But just because it has an air tank, don't necessarily mean it has air in it anymore. In fact it could be the air (expansion) tank, that is the whole problem too. Who knows. Be interesting to find out what it was, if they ever figure it out.


----------



## 89plumbum (May 14, 2011)

I'm sure you've thought of this, but was any plumbing work done 3 weeks ago? Maybe a tenant repared/ replaced an angle stop & did not open it all the way?


----------



## Gettinit (May 9, 2012)

89plumbum said:


> I'm sure you've thought of this, but was any plumbing work done 3 weeks ago?
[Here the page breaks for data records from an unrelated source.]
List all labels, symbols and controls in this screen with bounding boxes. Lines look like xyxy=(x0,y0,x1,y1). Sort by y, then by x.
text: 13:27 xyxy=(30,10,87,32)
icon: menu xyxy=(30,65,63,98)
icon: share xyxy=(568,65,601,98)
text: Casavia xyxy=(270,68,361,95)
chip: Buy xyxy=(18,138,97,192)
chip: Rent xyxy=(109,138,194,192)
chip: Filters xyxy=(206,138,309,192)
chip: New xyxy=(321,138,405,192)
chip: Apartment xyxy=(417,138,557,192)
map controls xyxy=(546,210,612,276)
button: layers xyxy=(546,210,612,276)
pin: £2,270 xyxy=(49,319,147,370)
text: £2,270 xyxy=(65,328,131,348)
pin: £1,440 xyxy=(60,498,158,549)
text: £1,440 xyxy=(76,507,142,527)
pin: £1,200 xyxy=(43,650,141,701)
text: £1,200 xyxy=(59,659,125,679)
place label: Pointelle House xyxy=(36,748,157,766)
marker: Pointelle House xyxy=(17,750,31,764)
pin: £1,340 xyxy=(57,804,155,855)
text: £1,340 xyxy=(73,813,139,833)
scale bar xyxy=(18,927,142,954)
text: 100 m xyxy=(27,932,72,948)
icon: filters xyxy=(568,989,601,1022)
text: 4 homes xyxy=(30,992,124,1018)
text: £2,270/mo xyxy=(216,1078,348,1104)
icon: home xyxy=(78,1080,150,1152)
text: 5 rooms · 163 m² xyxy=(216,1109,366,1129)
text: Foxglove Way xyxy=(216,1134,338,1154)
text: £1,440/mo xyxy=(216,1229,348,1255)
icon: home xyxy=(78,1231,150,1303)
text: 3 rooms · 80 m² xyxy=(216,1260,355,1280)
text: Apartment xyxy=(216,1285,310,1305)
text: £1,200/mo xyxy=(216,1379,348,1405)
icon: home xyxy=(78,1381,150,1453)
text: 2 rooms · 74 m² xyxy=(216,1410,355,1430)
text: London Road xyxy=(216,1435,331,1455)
Maybe a tenant repared/ replaced an angle stop & did not open it all the way?


It would ne easy enough to post a sign at the mail boxes.


----------



## newyorkcity (Nov 25, 2010)

The water hammer is still happening. The building is three buildings combined, with one 3" water main and booster tank. Also with a garbage compactor room in each basement. 
Each of the three compactor rooms have three sprinklers, a rising stem gate valve, check valve and a vacuum breaker in each. 1 1/2" branch line off the domestic in the basement.
The super informed me that when he shuts the gate valve to the compactor room sprinklers, the water hammer from the toilets stop.
1) Why is this happening now after +80 years?
2) The risers have been drained and refilled to empty the air chambers. No difference.
3) A WHA after the check on the sprinkler branch = no difference.
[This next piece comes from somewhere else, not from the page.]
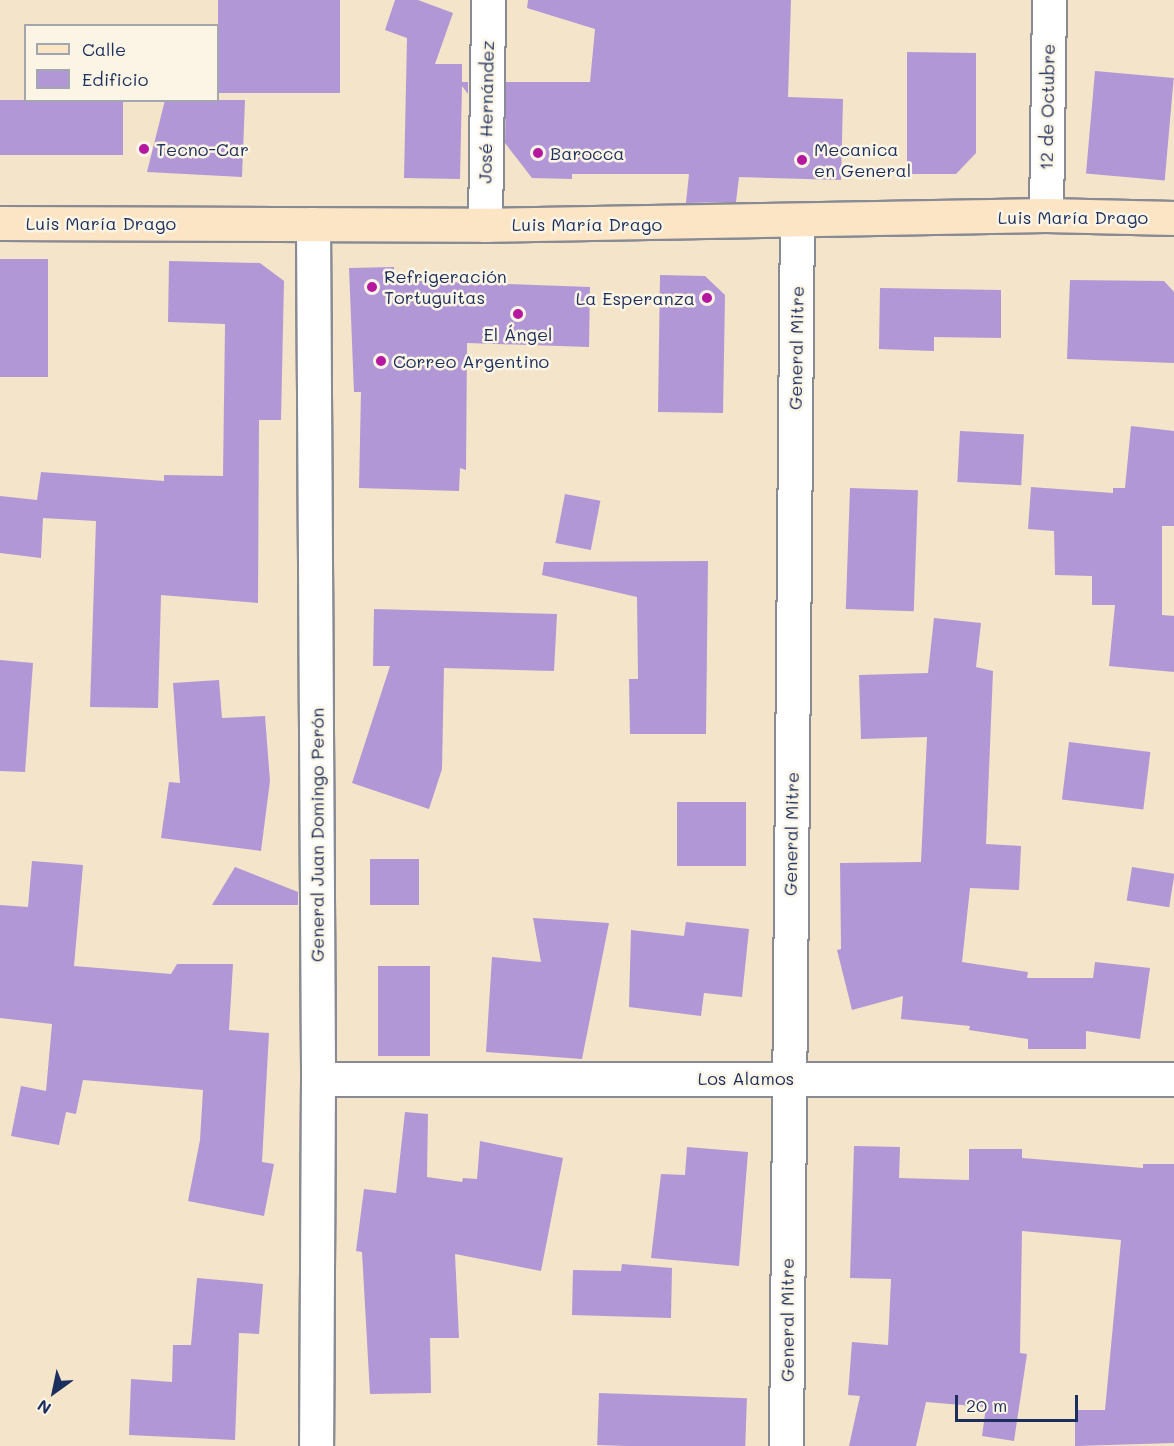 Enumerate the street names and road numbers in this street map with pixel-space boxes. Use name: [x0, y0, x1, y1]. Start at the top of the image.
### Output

What do you think? A WHA on the domestic before the sprinkler branch?


----------



## plumbing ninja (Jan 15, 2012)

newyorkcity said:


> What could be the causes of water hammer in this scenario:
> -you hear it in the basement only
> -6 story, 72 family building
> -flushometers
> ...


Could it be an occupancy issue! A lot of residents away on vacation? I had a high rise tower with a lot of empty floors! The flows were so low the system was never designed for it? We installed low flow PRV's in parallel to the main prvs set slighlty lower on the downstream!


----------



## OldSchool (Jan 30, 2010)

newyorkcity said:


> The water hammer is still happening. The building is three buildings combined, with one 3" water main and booster tank. Also with a garbage compactor room in each basement.
> Each of the three compactor rooms have three sprinklers, a rising stem gate valve, check valve and a vacuum breaker in each. 1 1/2" branch line off the domestic in the basement.
> The super informed me that when he shuts the gate valve to the compactor room sprinklers, the water hammer from the toilets stop.
> 1) Why is this happening now after +80 years?
> ...


Might be the check valve ...


----------



## U666A (Dec 11, 2010)

What makes you think the air chambers were emptied?


----------



## newyorkcity (Nov 25, 2010)

*good point*



U666A said:


> What makes you think the air chambers were emptied?


maybe they're not. not accessible to vent 'em.
hmmm....


----------



## U666A (Dec 11, 2010)

newyorkcity said:


> maybe they're not. not accessible to vent 'em.
> hmmm....


Just a thought... Finger over a straw theory.


----------



## newyorkcity (Nov 25, 2010)

*Problem fixed*



OldSchool said:


> Might be the check valve ...


Changed the swing checks to spring checks and the banging stopped.


----------